Stored items
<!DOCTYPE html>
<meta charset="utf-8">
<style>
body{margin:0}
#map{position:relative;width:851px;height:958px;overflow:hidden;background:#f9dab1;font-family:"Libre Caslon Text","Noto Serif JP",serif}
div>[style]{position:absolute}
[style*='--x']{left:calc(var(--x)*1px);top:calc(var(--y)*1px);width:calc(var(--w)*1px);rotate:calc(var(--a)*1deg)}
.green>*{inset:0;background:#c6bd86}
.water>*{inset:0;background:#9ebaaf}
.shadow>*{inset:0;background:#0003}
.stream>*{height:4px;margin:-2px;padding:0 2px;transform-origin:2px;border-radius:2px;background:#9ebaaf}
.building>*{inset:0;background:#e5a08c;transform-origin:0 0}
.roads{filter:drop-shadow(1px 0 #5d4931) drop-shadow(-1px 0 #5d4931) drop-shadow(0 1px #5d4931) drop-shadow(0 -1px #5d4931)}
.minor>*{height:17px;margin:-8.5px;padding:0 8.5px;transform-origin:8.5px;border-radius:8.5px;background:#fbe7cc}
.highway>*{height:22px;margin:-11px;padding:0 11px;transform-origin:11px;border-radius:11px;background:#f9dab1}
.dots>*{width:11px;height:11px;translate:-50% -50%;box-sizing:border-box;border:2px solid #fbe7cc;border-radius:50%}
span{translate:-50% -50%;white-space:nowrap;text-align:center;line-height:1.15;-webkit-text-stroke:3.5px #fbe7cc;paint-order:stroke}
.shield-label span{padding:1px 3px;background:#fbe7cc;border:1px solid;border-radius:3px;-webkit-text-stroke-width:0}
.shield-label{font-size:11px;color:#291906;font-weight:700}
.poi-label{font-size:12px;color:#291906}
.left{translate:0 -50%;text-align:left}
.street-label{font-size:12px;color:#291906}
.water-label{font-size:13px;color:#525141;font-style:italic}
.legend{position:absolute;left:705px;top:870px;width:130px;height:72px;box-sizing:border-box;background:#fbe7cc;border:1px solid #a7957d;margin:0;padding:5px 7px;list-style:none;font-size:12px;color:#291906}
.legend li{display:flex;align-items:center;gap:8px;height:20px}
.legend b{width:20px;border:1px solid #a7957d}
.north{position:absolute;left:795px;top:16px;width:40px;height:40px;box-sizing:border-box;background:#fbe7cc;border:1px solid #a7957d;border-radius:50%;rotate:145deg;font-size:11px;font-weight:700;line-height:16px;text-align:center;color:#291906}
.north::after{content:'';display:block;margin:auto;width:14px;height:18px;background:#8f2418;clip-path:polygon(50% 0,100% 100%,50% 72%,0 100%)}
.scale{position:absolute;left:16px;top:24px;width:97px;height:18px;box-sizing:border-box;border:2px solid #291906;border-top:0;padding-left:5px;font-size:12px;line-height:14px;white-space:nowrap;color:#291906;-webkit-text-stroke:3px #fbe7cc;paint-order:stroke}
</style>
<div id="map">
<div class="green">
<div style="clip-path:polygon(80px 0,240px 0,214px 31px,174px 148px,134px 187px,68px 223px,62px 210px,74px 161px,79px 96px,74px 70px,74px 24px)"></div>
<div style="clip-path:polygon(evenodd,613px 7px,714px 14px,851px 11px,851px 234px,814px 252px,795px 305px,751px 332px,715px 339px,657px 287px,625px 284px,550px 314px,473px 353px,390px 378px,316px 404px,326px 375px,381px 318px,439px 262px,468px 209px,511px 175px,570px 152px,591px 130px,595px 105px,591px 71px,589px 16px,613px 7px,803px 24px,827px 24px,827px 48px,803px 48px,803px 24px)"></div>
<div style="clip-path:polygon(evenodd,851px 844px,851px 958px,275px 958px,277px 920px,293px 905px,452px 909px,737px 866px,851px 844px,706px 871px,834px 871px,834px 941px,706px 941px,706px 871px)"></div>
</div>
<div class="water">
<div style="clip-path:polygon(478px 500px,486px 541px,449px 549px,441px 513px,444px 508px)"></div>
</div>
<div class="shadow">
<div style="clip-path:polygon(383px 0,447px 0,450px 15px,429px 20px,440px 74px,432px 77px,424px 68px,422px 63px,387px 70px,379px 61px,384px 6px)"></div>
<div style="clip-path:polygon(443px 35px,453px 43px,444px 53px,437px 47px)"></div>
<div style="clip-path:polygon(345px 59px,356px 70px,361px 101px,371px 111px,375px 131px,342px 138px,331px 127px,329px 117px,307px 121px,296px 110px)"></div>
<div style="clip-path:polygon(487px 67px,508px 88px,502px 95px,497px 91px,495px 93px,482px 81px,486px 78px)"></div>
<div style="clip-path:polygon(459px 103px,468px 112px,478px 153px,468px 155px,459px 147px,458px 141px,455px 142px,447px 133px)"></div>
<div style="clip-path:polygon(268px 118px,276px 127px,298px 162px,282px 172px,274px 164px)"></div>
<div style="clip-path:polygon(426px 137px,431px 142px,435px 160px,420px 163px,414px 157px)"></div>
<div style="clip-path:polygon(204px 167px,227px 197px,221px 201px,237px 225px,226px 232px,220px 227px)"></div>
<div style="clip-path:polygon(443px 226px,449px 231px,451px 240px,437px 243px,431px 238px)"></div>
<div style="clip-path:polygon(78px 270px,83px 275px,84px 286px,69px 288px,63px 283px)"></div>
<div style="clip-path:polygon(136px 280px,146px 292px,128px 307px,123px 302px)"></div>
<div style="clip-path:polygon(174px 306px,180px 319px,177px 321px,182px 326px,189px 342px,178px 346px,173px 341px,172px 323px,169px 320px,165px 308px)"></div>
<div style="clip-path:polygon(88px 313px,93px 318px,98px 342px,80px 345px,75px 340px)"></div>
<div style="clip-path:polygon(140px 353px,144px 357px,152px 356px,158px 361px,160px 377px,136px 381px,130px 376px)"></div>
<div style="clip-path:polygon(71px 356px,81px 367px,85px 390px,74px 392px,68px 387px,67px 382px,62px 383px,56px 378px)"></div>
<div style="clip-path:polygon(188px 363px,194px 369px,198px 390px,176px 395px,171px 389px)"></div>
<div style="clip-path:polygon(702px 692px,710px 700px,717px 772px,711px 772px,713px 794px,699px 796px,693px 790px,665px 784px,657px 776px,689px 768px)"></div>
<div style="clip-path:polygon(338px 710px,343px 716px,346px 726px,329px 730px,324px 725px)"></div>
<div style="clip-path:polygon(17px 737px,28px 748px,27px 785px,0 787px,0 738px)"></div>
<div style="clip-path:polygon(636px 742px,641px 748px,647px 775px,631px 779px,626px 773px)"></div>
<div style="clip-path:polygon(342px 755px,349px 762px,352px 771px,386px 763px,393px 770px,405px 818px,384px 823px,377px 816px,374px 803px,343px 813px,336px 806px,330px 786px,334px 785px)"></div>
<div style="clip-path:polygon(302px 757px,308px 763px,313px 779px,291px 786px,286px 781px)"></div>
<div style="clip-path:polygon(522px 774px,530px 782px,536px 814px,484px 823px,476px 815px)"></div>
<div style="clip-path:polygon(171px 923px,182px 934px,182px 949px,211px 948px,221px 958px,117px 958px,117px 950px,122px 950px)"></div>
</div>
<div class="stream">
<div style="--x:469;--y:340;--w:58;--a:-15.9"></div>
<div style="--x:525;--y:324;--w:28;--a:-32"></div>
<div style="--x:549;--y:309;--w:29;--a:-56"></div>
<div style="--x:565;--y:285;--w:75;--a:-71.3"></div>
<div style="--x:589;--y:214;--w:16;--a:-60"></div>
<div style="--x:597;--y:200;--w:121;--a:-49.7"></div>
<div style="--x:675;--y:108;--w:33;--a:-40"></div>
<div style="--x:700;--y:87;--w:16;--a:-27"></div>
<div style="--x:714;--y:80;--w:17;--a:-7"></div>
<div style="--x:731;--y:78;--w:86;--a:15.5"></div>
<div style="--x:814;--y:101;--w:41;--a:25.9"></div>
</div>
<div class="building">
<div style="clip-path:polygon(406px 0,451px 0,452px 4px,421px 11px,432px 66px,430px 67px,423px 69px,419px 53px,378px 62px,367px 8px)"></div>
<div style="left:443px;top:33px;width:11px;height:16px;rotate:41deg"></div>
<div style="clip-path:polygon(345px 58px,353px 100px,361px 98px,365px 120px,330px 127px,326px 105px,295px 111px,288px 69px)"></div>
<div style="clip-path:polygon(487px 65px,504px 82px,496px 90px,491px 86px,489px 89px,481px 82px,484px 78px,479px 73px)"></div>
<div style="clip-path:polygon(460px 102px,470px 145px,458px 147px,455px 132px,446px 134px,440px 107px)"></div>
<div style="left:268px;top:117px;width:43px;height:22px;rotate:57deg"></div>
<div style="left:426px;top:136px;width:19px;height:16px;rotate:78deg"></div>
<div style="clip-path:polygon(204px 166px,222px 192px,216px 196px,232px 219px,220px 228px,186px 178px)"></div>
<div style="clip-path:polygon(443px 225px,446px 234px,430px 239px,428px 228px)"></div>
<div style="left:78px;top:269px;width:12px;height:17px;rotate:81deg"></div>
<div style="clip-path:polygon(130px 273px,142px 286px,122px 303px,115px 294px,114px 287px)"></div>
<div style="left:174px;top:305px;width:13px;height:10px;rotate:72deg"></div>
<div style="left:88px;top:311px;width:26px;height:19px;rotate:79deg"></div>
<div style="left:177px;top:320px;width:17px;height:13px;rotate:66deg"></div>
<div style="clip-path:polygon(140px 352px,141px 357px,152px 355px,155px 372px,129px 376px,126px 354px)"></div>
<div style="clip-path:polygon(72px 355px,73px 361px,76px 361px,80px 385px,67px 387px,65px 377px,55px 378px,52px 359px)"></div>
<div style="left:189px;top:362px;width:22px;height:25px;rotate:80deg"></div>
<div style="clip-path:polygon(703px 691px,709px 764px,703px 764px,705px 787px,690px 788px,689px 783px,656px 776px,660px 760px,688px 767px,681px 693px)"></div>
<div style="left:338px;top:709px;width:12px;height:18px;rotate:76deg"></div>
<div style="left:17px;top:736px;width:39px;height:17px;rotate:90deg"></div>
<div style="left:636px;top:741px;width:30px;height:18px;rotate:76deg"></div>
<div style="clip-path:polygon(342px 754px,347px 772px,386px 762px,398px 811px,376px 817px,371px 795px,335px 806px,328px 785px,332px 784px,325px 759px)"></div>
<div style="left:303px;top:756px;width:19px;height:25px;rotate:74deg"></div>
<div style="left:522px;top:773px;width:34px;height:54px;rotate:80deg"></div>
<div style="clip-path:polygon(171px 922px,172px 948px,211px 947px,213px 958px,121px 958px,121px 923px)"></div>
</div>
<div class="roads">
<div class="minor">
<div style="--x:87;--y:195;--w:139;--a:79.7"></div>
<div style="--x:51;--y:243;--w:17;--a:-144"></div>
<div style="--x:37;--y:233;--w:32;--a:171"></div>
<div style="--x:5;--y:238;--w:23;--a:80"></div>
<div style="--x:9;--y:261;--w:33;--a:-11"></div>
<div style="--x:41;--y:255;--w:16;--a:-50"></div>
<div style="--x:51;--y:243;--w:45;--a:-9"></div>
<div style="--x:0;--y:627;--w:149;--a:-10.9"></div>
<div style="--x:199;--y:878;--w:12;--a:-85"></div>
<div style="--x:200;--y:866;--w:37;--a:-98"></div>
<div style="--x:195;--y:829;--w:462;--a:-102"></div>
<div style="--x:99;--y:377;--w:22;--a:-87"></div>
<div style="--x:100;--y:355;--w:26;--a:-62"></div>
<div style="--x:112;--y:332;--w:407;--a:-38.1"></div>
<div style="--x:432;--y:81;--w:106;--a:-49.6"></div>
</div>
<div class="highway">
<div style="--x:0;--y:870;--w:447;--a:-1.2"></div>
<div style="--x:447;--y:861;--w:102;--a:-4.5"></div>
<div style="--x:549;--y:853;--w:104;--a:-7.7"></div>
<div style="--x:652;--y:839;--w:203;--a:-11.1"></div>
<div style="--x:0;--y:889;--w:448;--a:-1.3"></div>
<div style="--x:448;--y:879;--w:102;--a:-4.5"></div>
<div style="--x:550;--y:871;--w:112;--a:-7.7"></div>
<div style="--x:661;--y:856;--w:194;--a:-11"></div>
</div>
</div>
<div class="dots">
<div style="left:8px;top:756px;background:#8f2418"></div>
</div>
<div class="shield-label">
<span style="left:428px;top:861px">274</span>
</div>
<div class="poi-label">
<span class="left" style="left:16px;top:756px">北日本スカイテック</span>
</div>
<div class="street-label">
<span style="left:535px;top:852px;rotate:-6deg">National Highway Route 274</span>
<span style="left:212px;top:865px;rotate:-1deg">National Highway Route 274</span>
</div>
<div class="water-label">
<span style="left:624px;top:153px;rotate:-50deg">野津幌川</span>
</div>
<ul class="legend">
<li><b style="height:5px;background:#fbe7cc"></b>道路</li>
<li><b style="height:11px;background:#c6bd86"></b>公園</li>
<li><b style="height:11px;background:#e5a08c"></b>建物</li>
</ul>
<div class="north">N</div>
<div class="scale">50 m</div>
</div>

**WORK TASK**
Copy out each line in the preceding records that contains "stream".

**TASK OUTPUT**
.stream>*{height:4px;margin:-2px;padding:0 2px;transform-origin:2px;border-radius:2px;background:#9ebaaf}
<div class="stream">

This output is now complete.